Gaëtan didn't explain that match True with had a meaning. He explained why | True => xxx was not interpreted as Christopher thought.
I didn't know this. It looks weird :-)

view this post on Zulip Guillaume Melquiond (Feb 09 2024 at 08:26):

By the way, the fact that match t with x => f end is the substitution f[x := t] is a bug in my opinion, because it has some very adverse consequences on computation and extraction. It would be much better if it was compiled to let x := t in f.

view this post on Zulip Guillaume Melquiond (Feb 09 2024 at 08:31):

The well-known example is

Definition foo f x := match x, f x with O, O => O | _, y => y + y end.

view this post on Zulip Pierre Courtieu (Feb 09 2024 at 08:33):

So if I understand well, pattern matching is first compiled and then the matched terms are checked to be of some inductive types. So the ones that disappears aren't.

view this post on Zulip Pierre-Marie Pédrot (Feb 09 2024 at 08:34):

The problem boils down to the fact that constructors and definitions share the same syntactic class in Coq. In OCaml they do not.

view this post on Zulip Pierre-Marie Pédrot (Feb 09 2024 at 08:35):

When the case elaborator sees a pattern matching with a single ident as lhs, it has to check whether this is a constructor or not. If it is, this is a normal pattern-matching, otherwise this is just a variable.

view this post on Zulip Pierre-Marie Pédrot (Feb 09 2024 at 08:35):

I thought we had a warning when this name happens to clash with a definition imported as a single ident, but it seems it's not the case?

view this post on Zulip Guillaume Melquiond (Feb 09 2024 at 08:40):

If I remember correctly, we have a warning only when using an identifier where _ would suffice. But here, _ does not suffice since the variable is used.

view this post on Zulip Pierre-Marie Pédrot (Feb 09 2024 at 08:42):

IMO we should really have a warning in case of potential name clash, this is definitely confusing even for knowledgeable users.
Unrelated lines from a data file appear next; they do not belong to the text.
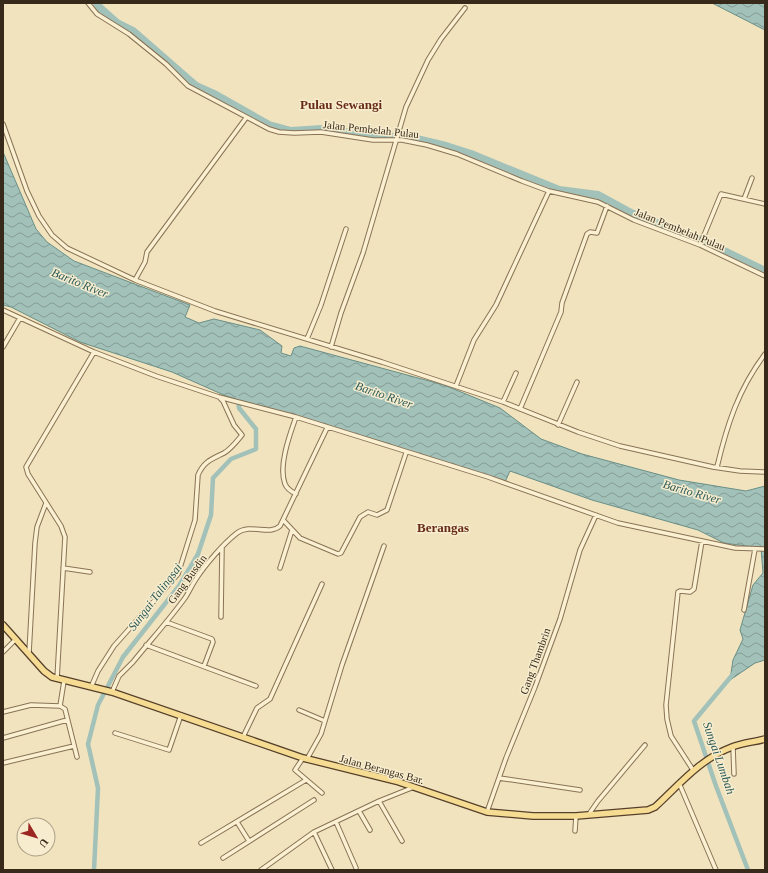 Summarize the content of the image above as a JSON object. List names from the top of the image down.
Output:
{
  "streets": {
    "main road": ["Jalan Berangas Bar."],
    "street": ["Jalan Pembelah Pulau", "Gang Busdin", "Gang Thambrin"]
  },
  "crossings": [
    ["Gang Busdin", "Jalan Berangas Bar."],
    ["Gang Thambrin", "Jalan Berangas Bar."]
  ],
  "districts": ["Pulau Sewangi", "Berangas"],
  "water": ["Barito River", "Sungai Talingsai", "Sungai Lumbah"],
  "north": "bottom right"
}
view this post on Zulip Théo Winterhalter (Feb 09 2024 at 08:43):

Or if you made a typo and suddenly you have a catch all instead of a concrete case (and then you forget others when you extend the definition).
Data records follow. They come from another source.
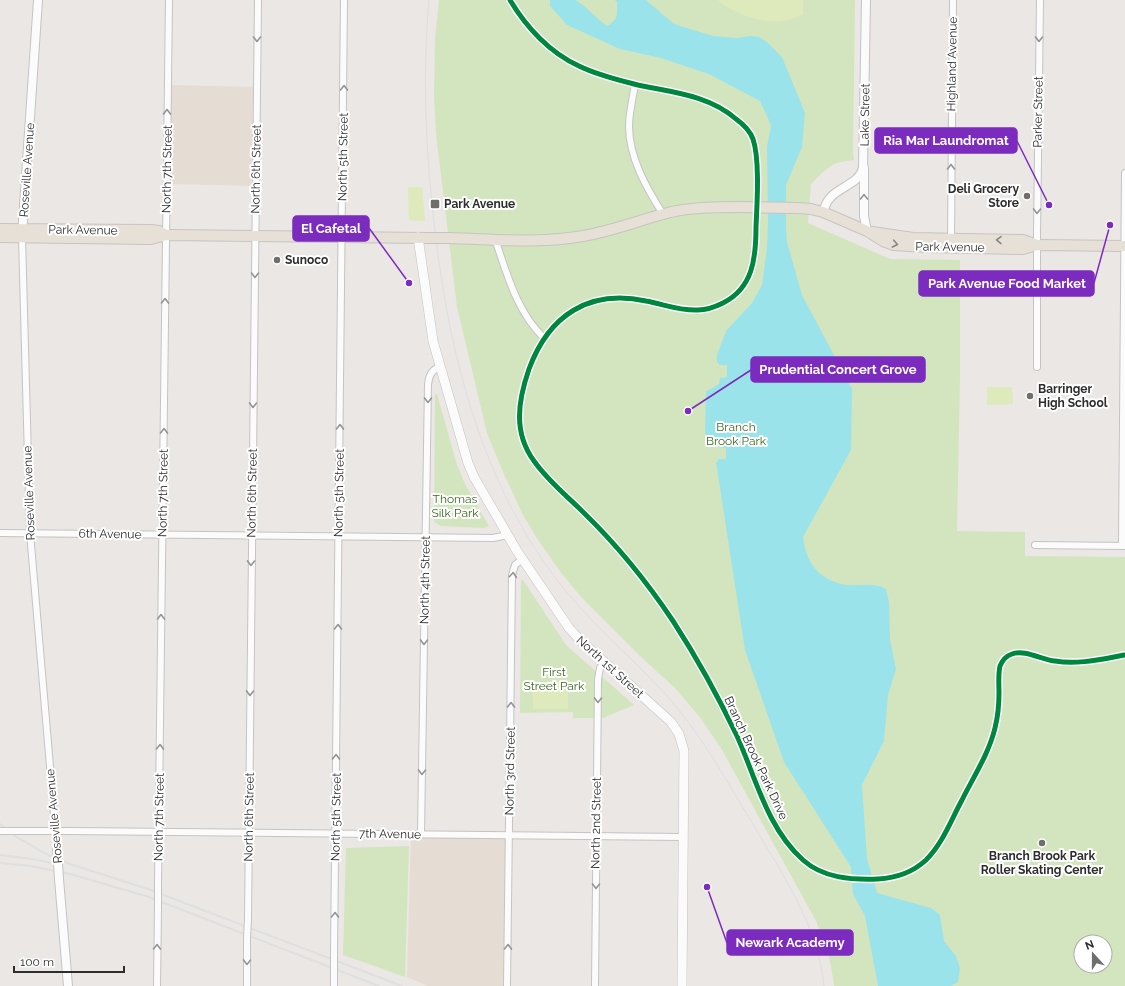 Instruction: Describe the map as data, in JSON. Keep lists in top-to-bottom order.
{
  "streets": {
    "main road": ["Park Avenue", "North 1st Street"],
    "street": [
      "Highland Avenue",
      "Parker Street",
      "Lake Street",
      "North 5th Street",
      "North 7th Street",
      "North 6th Street",
      "Roseville Avenue",
      "6th Avenue",
      "North 4th Street",
      "Branch Brook Park Drive",
      "North 3rd Street",
      "North 2nd Street",
      "7th Avenue"
    ]
  },
  "crossings": [
    ["Highland Avenue", "Park Avenue"],
    ["Parker Street", "Park Avenue"],
    ["Lake Street", "Park Avenue"],
    ["North 5th Street", "Park Avenue"],
    ["North 5th Street", "6th Avenue"],
    ["North 5th Street", "7th Avenue"],
    ["North 7th Street", "Park Avenue"],
    ["North 7th Street", "6th Avenue"],
    ["North 7th Street", "7th Avenue"],
    ["North 6th Street", "Park Avenue"],
    ["North 6th Street", "6th Avenue"],
    ["North 6th Street", "7th Avenue"],
    ["Roseville Avenue", "Park Avenue"],
    ["Roseville Avenue", "6th Avenue"],
    ["Roseville Avenue", "7th Avenue"],
    ["6th Avenue", "North 4th Street"],
    ["6th Avenue", "North 1st Street"],
    ["North 4th Street", "North 1st Street"],
    ["North 4th Street", "7th Avenue"],
    ["North 1st Street", "North 3rd Street"],
    ["North 1st Street", "North 2nd Street"],
    ["North 1st Street", "7th Avenue"],
    ["North 3rd Street", "7th Avenue"],
    ["North 2nd Street", "7th Avenue"]
  ],
  "one_way": [
    "Highland Avenue",
    "Parker Street",
    "North 5th Street",
    "North 7th Street",
    "North 6th Street",
    "North 4th Street",
    "North 3rd Street",
    "North 2nd Street"
  ],
  "parks": ["Branch Brook Park", "Thomas Silk Park", "First Street Park"],
  "places": {
    "other": [
      "Deli Grocery Store",
      "Ria Mar Laundromat",
      "Park Avenue Food Market",
      "Sunoco",
      "El Cafetal",
      "Barringer High School",
      "Prudential Concert Grove",
      "Branch Brook Park Roller Skating Center",
      "Newark Academy"
    ],
    "transit": ["Park Avenue"]
  },
  "scale_bar": "100 m",
  "north": "top"
} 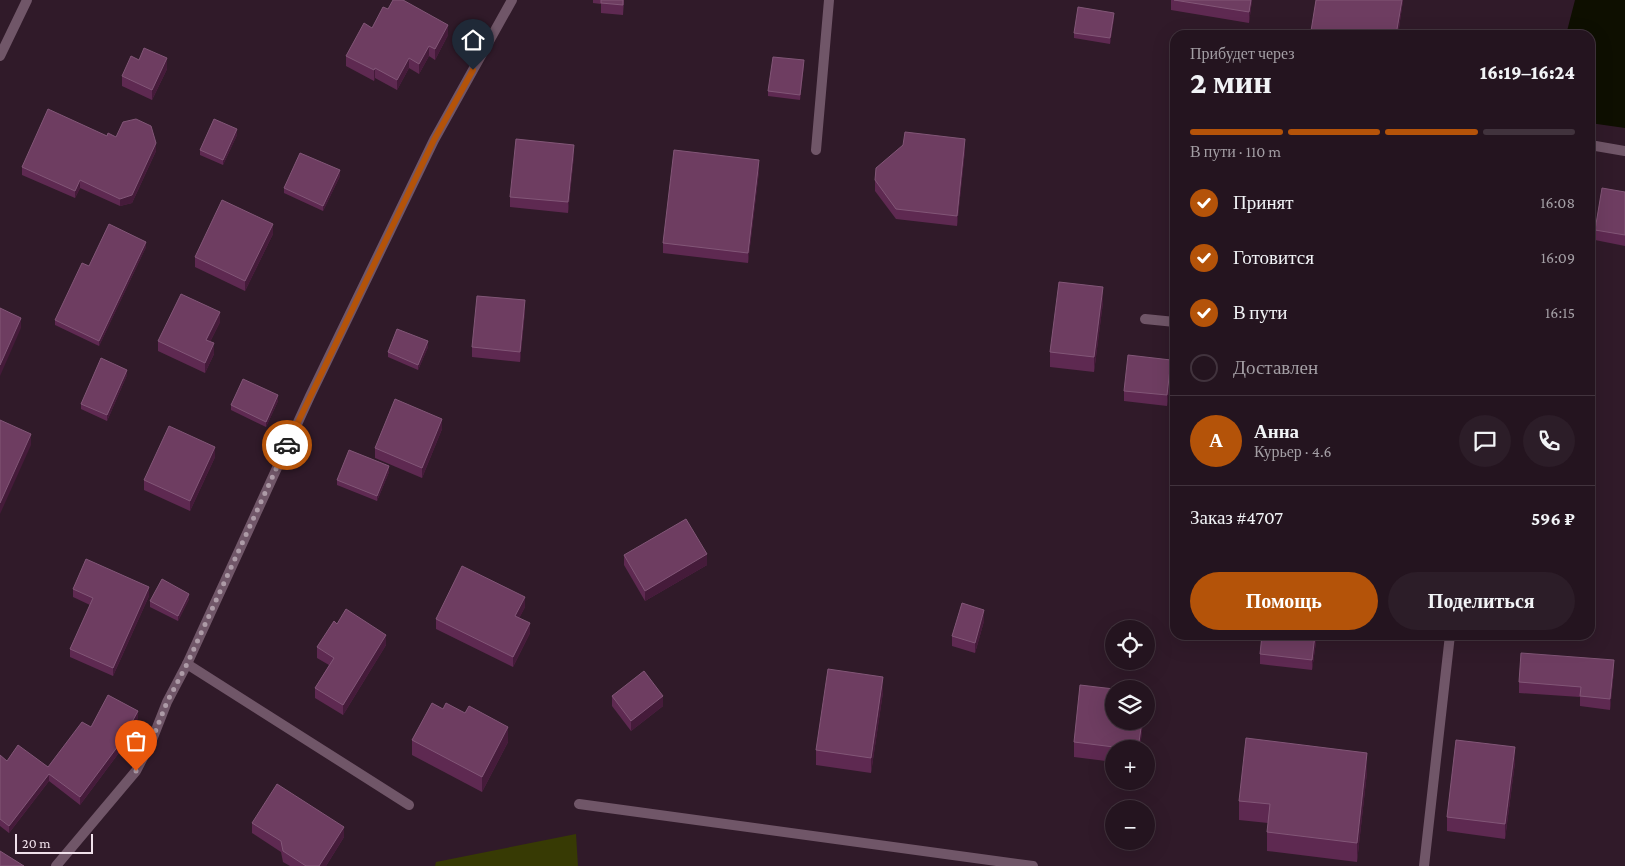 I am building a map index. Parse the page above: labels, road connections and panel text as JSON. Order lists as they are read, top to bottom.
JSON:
{
  "scale_bar": "20 m",
  "page": {
    "heading": ["2 мин", "Прибудет через", "16:19–16:24"],
    "panel": [
      "Анна",
      "Курьер · 4.6",
      "Заказ #4707",
      "596 ₽"
    ],
    "bar": "В пути · 110 m",
    "list": [
      ["Принят", "16:08"],
      ["Готовится", "16:09"],
      ["В пути", "16:15"],
      "Доставлен"
    ],
    "round": "А",
    "buttons": ["Помощь", "Поделиться"],
    "map_buttons": ["+", "−"],
    "scale": "20 m"
  }
}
view this post on Zulip Enrico Tassi (Feb 09 2024 at 08:56):

In this case, the problem is that the match "optimization" algorithm does not check anything at all.
First of all, if the match it is completely useless then why did the user write it? It should be signalled.
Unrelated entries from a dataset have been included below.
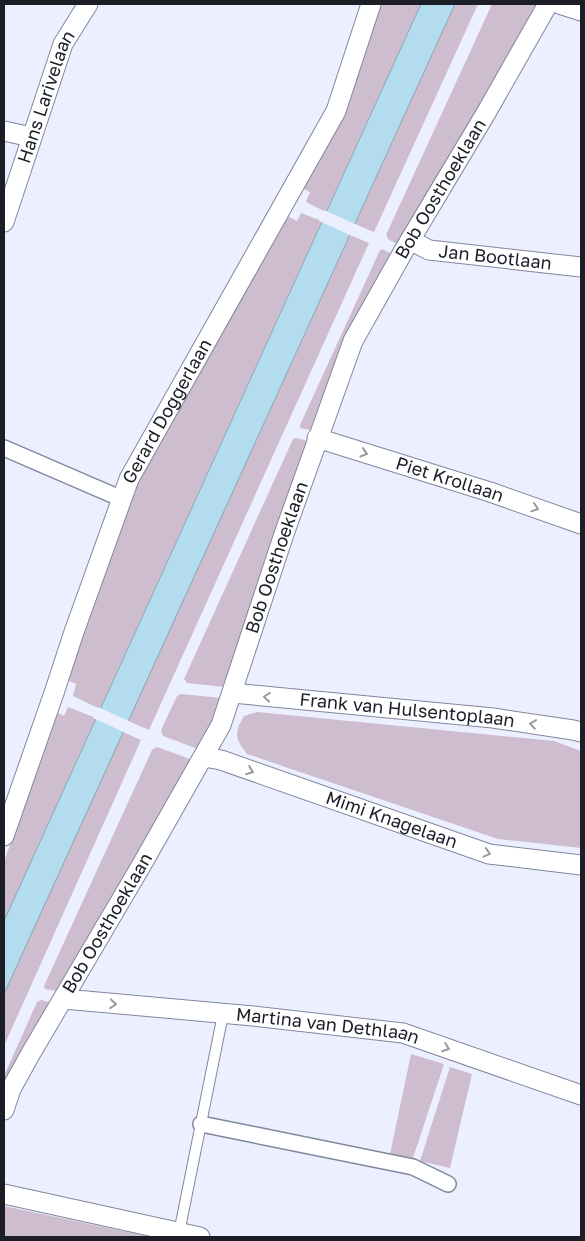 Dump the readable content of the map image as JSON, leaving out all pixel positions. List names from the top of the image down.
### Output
{
  "streets": {
    "street": [
      "Hans Larivelaan",
      "Bob Oosthoeklaan",
      "Jan Bootlaan",
      "Gerard Doggerlaan",
      "Piet Krollaan",
      "Frank van Hulsentoplaan",
      "Mimi Knagelaan",
      "Martina van Dethlaan"
    ]
  },
  "crossings": [
    ["Bob Oosthoeklaan", "Jan Bootlaan"],
    ["Bob Oosthoeklaan", "Piet Krollaan"],
    ["Bob Oosthoeklaan", "Frank van Hulsentoplaan"],
    ["Bob Oosthoeklaan", "Mimi Knagelaan"],
    ["Bob Oosthoeklaan", "Martina van Dethlaan"]
  ],
  "one_way": ["Piet Krollaan", "Frank van Hulsentoplaan", "Mimi Knagelaan"]
} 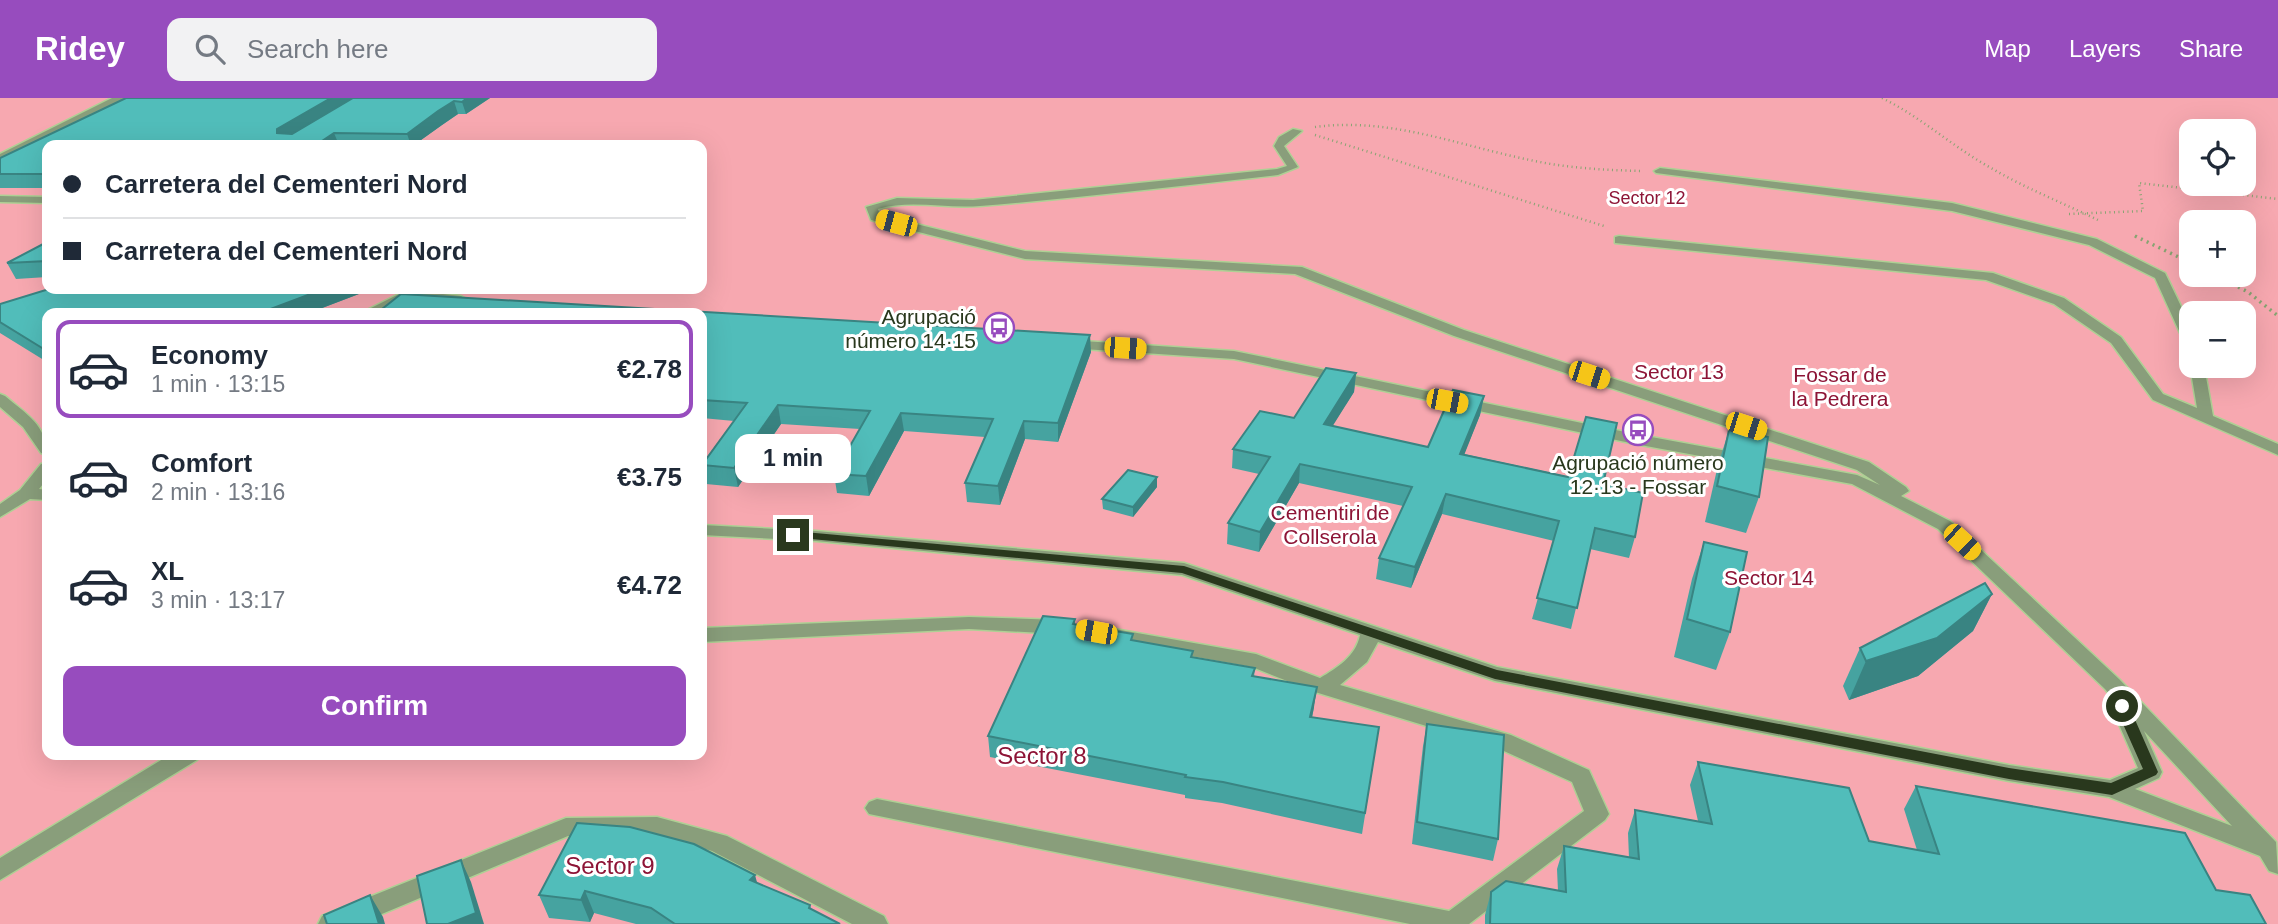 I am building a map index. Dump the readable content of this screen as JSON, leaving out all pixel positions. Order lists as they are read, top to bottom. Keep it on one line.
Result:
{"parks":["Sector 12","Sector 13","Fossar de la Pedrera","Cementiri de Collserola","Sector 14","Sector 8","Sector 9"],"places":{"bus stop":["Agrupació número 14·15","Agrupació número 12·13 - Fossar"]},"page":{"header":"Ridey","search":"Search here","nav":["Map","Layers","Share"],"map_buttons":["+","−"],"banner":["Carretera del Cementeri Nord","Carretera del Cementeri Nord"],"list":[{"name":"Economy","note":"1 min · 13:15","value":"€2.78"},{"name":"Comfort","note":"2 min · 13:16","value":"€3.75"},{"name":"XL","note":"3 min · 13:17","value":"€4.72"}],"bubble":"1 min","buttons":"Confirm"}}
The problem is that, internally, this "optimization" is the base case of some recursion the match "optimizer" does, so if you remove it you break the algorithm (if you leave the match there, so that the type checker can do its job). At least, this is my recalling of an attempt by @Maxime Dénès

view this post on Zulip Pierre Courtieu (Feb 09 2024 at 09:04):

Something is checked: the term between match and with is type checked, but it must just have a type. Check (match (forall x,x=0) with True => False end). is ok but match (forall x,true=0) with True => False end isn't.

view this post on Zulip Janno (Feb 09 2024 at 09:10):

I vaguely remember the ability to match on anything being a load-bearing feature for notations with tactic in terms. I think the idiom is Notation "..." := (match <big term using various parts bound in the notation> with | x => ltac:(<use x in some way>) end). This is probably documented in some issue somewhere.

view this post on Zulip Enrico Tassi (Feb 09 2024 at 12:08):

Pierre Courtieu said:

Something is checked: the term between match and with is type checked, but it must just have a type. Check (match (forall x,x=0) with True => False end). is ok but match (forall x,true=0) with True => False end isn't.

Then it is not as bad as I thought... it should not be too hard to check it is inductive then.

view this post on Zulip Pierre Courtieu (Feb 09 2024 at 13:13):

Enrico Tassi said:

Then it is not as bad as I thought... it should not be too hard to check it is inductive then.

I am already starting getting used to it :-).
In some curious sense it makes the "match" being a particular case of "let" (well, let + zeta as pointed out by @Guillaume Melquiond ) instead of the opposite.

view this post on Zulip Pierre Courtieu (Feb 09 2024 at 13:14):

and let is ok with a non-inductive (until you use constructors in the pattern).